Now the chain is honest end to end. up --wait does not return until MySQL answers a ping. Migrations run against a database that is ready. The dev server starts last, into a world that is fully prepared. Nobody has to remember to run anything, and the race that used to crash the first boot is structurally impossible. This is the one-command bootstrap principle we hold on every project: the command that starts the app makes the app's world ready, with no manual prerequisite steps, the same automate-by-default instinct behind scripts as the single source of truth so nobody fixes production by hand. The same hot-reload runtime is where a stray DB pool quietly exhausts MySQL connections if you are not careful.

A healthcheck is a contract worth getting right

A good healthcheck does more than gate startup. It becomes a continuous statement of whether the service is actually working, which is useful far beyond the first boot. A guideline that pays off: if you define an application-level healthcheck, make it verify the service's critical dependencies, the database at minimum, so a healthy report means the app can really do its job, not just that the process is alive. A process that is up but cannot reach its database is not healthy in any way that matters to a user.

That mindset is the bridge from local development to production. The same readiness signal that stops a dev startup race is the signal a deploy pipeline polls before it cuts traffic to a new version, and the signal a load balancer uses to decide whether to send requests to an instance. We wire genuine health endpoints into everything we run, because "is it up" and "is it working" are different questions, and only the second one keeps users happy. That same health signal is what lets an agent safely hand the deploy pipeline its mechanics while a human keeps the judgment. Getting that right is core to how we administer servers and to the web apps we build, where the deploy and rollback safety lives in every release.

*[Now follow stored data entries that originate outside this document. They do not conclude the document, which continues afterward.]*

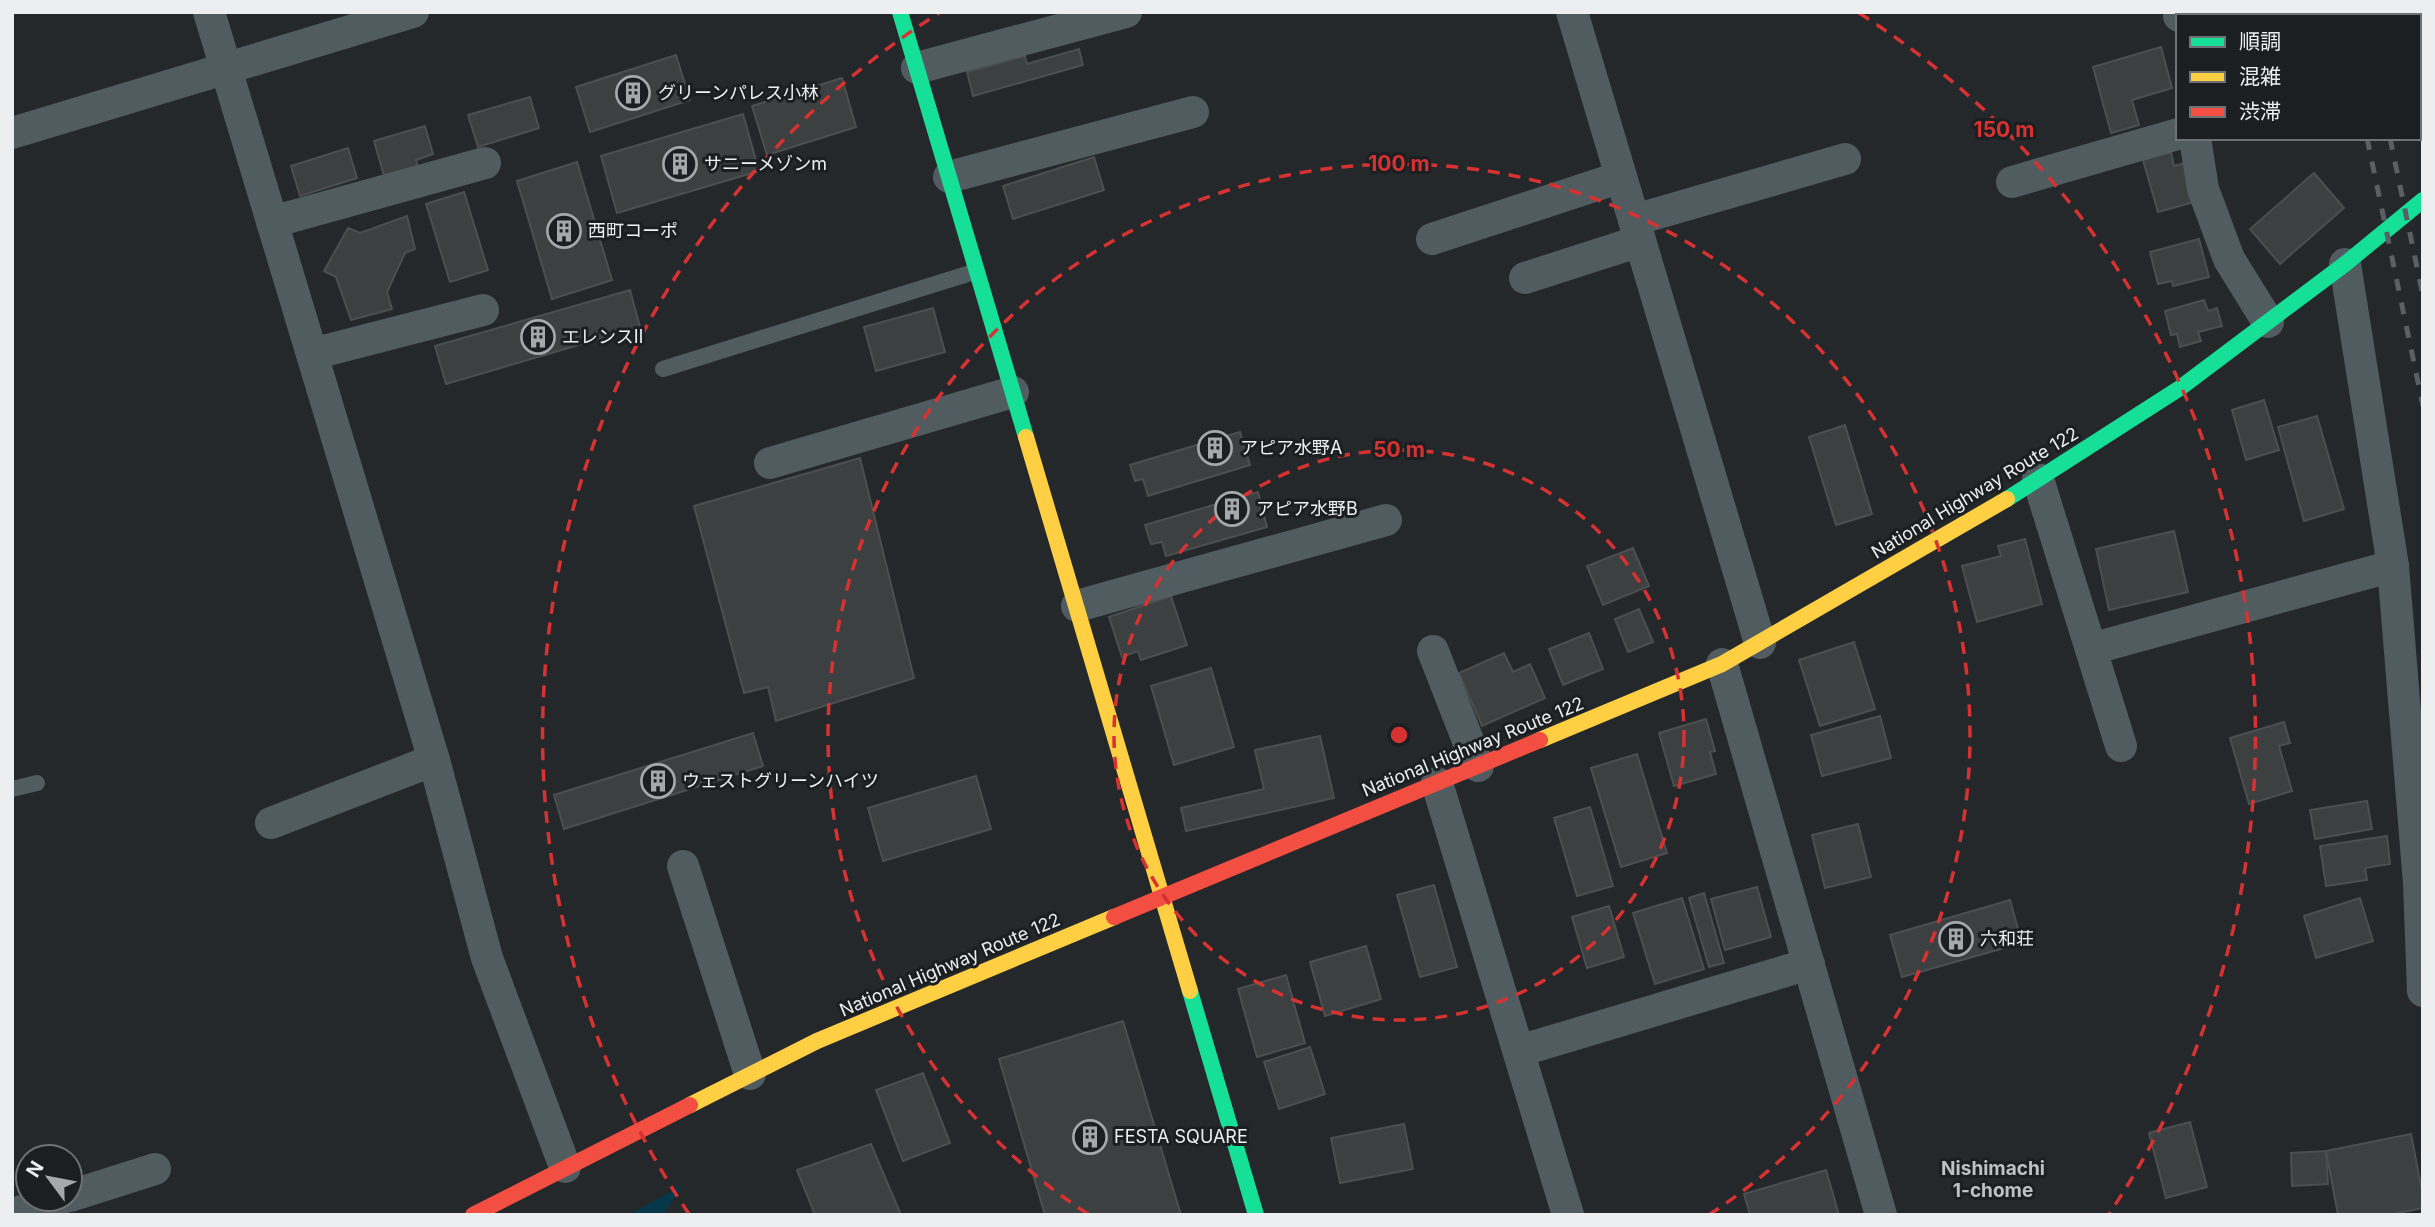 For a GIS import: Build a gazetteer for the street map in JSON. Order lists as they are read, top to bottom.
{
  "streets": {
    "main road": ["National Highway Route 122"]
  },
  "districts": ["Nishimachi 1-chome"],
  "places": {
    "building": [
      "グリーンパレス小林",
      "サニーメゾンm",
      "西町コーポ",
      "エレンスⅡ",
      "アピア水野A",
      "アピア水野B",
      "ウェストグリーンハイツ",
      "六和荘",
      "FESTA SQUARE"
    ]
  },
  "legend": ["順調", "混雑", "渋滞"],
  "north": "top left",
  "rings": ["150 m", "100 m", "50 m"]
} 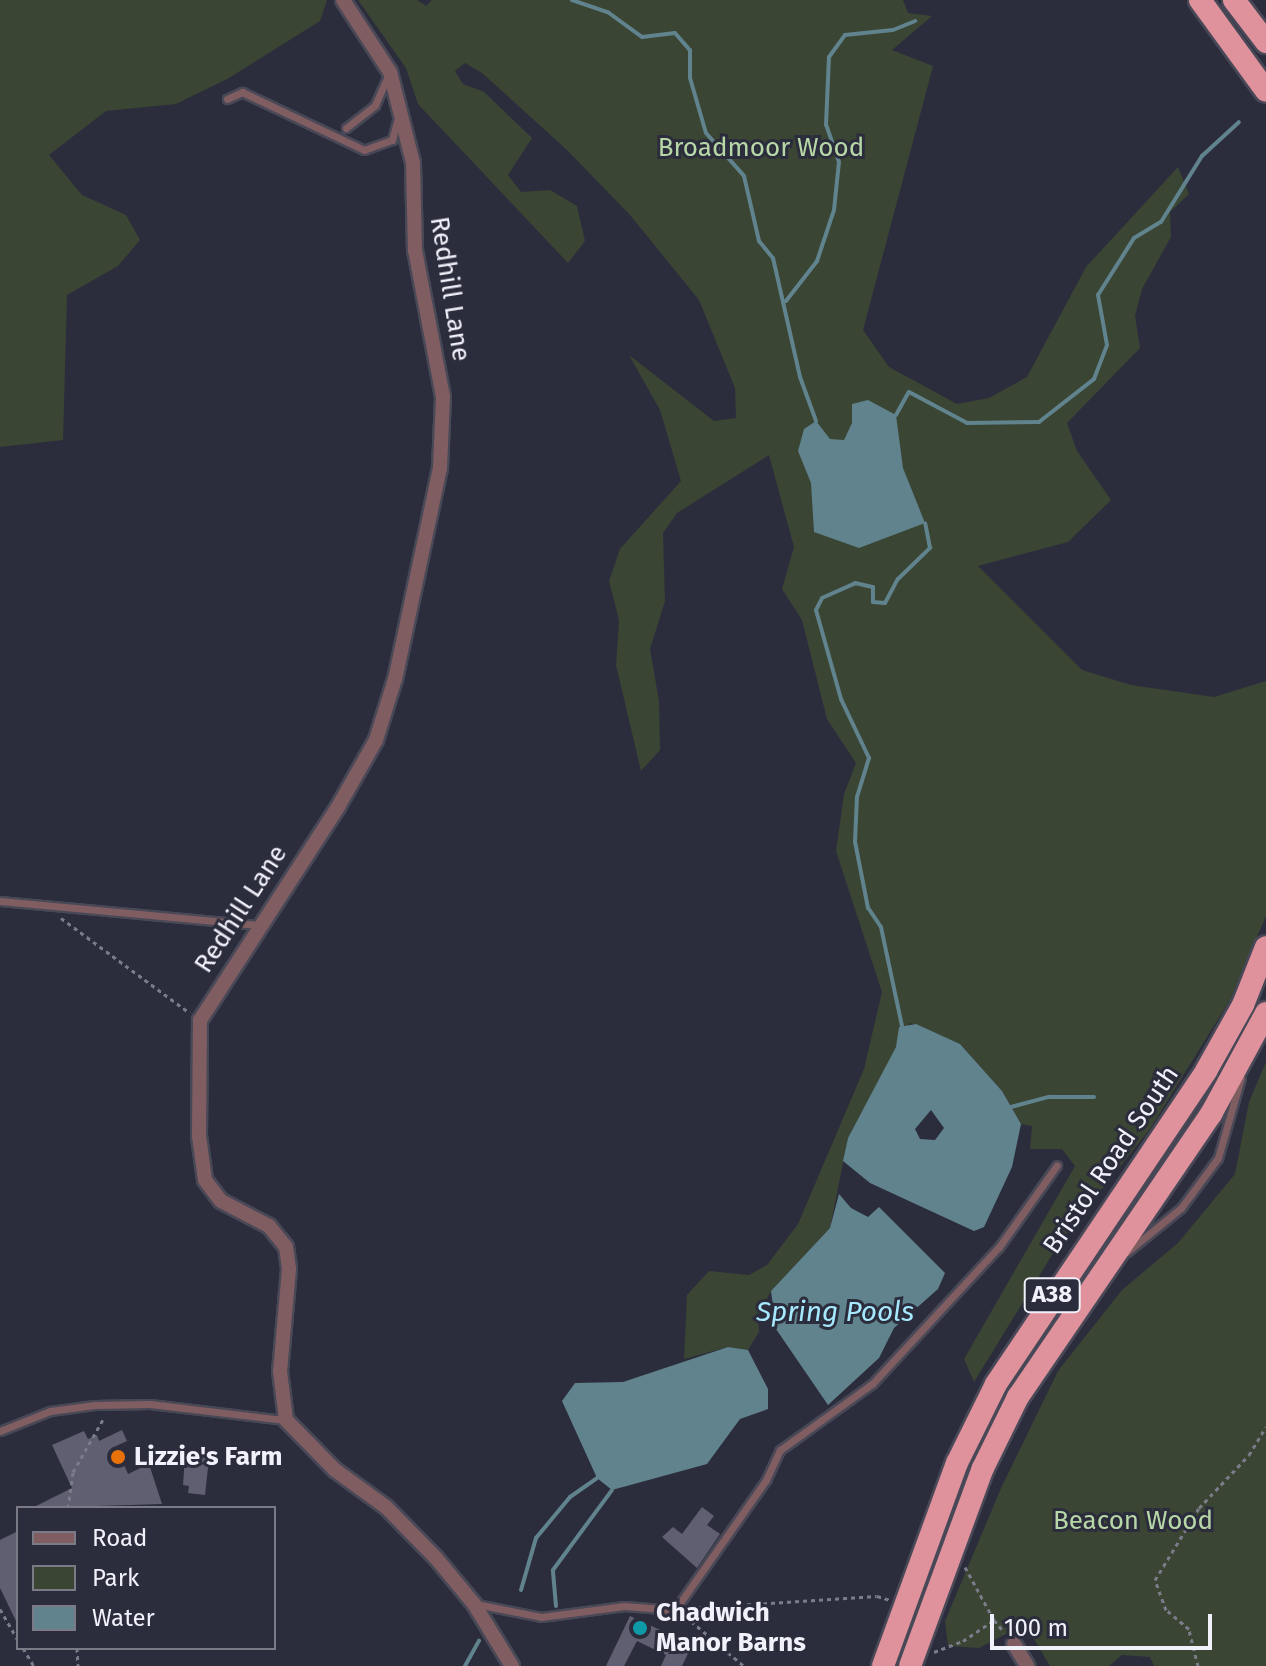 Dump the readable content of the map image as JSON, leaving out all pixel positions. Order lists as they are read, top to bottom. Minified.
{"streets":{"highway":["Bristol Road South","A38"],"street":["Redhill Lane"]},"water":["Spring Pools"],"parks":["Broadmoor Wood","Beacon Wood"],"places":["Lizzie's Farm","Chadwich Manor Barns"],"legend":["Road","Park","Water"],"scale_bar":"100 m"} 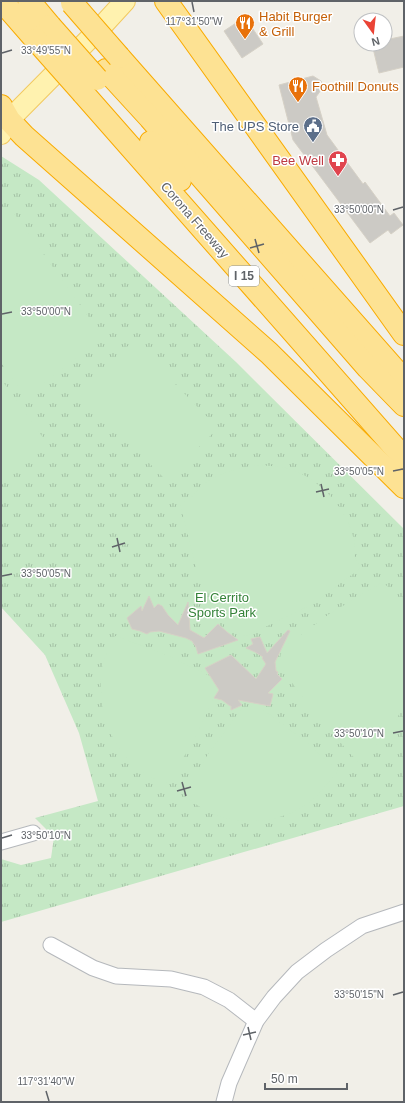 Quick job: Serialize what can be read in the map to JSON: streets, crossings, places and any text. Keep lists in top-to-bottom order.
{
  "streets": {
    "highway": ["Corona Freeway", "I 15"]
  },
  "parks": ["El Cerrito Sports Park"],
  "places": {
    "restaurant": ["Habit Burger & Grill", "Foothill Donuts"],
    "public building": ["The UPS Store"],
    "pharmacy": ["Bee Well"]
  },
  "scale_bar": "50 m",
  "north": "bottom",
  "coordinates": [
    "117°31'50\"W",
    "33°49'55\"N",
    "33°50'00\"N",
    "33°50'05\"N",
    "33°50'10\"N",
    "33°50'15\"N",
    "117°31'40\"W"
  ]
}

Stop guessing, start waiting

Startup races are not rare edge cases. They show up the moment an app depends on a stateful service, which is almost always. The fix is not a sleep 10 and a prayer, which breaks the day the database takes eleven seconds. The fix is to define what "ready" means with a healthcheck, wait on that condition with service_healthy and --wait, and verify the check command actually exists in the image. Do that, and the first boot is as reliable as the hundredth. The race is gone, and it stays gone for the life of the project.